Os Babás não devem ser tocados por mão humana e para tanto são dirigidos durante suas apresentações por Ojés que têm nas mãos os “Inxans” (vara de amoreira) que os conduzem com pequenos toques. Porém, não raro, tanto na Nigéria como no Benin ou Bahia, algumas vezes os Babás permitem que alguém lhes apertem um braço ou uma mão para que todos tenham a certeza de que não existe uma pessoa dentro daquela roupa. Os Babás gritam e falam geralmente no dialeto Yorubá Castiço ou Ewe, no que é traduzido pelo Ojé que o acompanha. Os Babás atendem a pedidos mediante a entrega de oferendas (presentes) de momento com os mesmos escritos ou falados durante a cerimônia.

BABÁS EGÚNS FAMOSOS – Nigéria – Benin – Bahia – Pernambuco

Estes são alguns dos Babás Egungun mais famosos no eixo África - Brasil.

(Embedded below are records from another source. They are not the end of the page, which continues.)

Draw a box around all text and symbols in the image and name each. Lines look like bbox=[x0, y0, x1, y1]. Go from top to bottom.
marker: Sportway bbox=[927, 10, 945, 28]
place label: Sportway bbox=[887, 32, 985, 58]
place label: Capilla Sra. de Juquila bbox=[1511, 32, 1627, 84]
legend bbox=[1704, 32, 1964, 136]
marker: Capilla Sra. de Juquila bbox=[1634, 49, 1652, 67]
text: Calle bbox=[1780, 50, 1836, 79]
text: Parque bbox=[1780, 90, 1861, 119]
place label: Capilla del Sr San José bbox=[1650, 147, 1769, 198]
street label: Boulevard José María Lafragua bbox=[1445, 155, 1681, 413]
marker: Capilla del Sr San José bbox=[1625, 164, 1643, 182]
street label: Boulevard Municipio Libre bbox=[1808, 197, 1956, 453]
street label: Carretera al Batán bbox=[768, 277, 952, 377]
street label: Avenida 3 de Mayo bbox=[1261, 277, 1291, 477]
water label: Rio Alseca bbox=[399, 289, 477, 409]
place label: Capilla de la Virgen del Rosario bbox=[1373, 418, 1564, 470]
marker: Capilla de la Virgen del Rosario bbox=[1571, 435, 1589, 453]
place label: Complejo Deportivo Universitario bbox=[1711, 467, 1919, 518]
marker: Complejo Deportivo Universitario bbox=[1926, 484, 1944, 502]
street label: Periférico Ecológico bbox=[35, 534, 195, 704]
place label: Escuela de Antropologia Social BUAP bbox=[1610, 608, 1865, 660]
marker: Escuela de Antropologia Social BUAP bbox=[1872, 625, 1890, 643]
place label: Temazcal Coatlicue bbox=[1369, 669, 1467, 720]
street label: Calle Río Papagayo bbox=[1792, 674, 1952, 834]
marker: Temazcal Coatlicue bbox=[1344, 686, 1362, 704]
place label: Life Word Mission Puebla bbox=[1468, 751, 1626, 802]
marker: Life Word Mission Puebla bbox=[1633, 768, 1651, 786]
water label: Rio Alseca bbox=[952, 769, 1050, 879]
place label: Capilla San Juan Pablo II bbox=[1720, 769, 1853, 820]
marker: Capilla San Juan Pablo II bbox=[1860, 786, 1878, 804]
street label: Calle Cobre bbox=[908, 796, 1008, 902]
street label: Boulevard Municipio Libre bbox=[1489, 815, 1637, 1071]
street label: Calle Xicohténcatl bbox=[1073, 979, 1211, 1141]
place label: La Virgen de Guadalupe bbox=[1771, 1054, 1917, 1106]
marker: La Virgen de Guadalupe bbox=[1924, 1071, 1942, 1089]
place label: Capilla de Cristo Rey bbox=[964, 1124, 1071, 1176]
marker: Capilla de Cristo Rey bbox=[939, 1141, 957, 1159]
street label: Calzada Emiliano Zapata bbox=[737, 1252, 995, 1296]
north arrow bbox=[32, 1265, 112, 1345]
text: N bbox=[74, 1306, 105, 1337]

Ojé Ladê – Opetenan – Fatunuké – MamaTeni – Atô – Arô – Ologbojô – Aguian – Baká Baká - Alapiagan – Jootolú – Obilaré – Okin – Arisojí – Ode Layielú – Oba Olá – Oyá Biyí – Lapampa – Sembé – Aparaká – Olúlu – Oyé Ati – Élewe – Alarinsó – Ajóbiéwe – Ajofoyinbó – Aiyegunlá – Alapansanpa – Elegbodó – Awuró - Ijépa – Épa – Élé Fin – Ilóró – Pepéiye – Olókótun – Nouvavou – Mazaca – Zazi Boulonin – Zantahí – Wawá – Nibho – Rataloni – Obé Erin – Ólójé – Ólóhan – Olóbá – Aládáfa – Eléfí, Babá ALAPALÁ e Babá BANBUSHÊ ADINIMÓDÓ.


Estes são os mais famosos Babás do ritual de Egungun do Brasil e na África e, que, de uma certa forma “capitaneiam” os destinos das pessoas e por quê não dizer, o destino do Brasil.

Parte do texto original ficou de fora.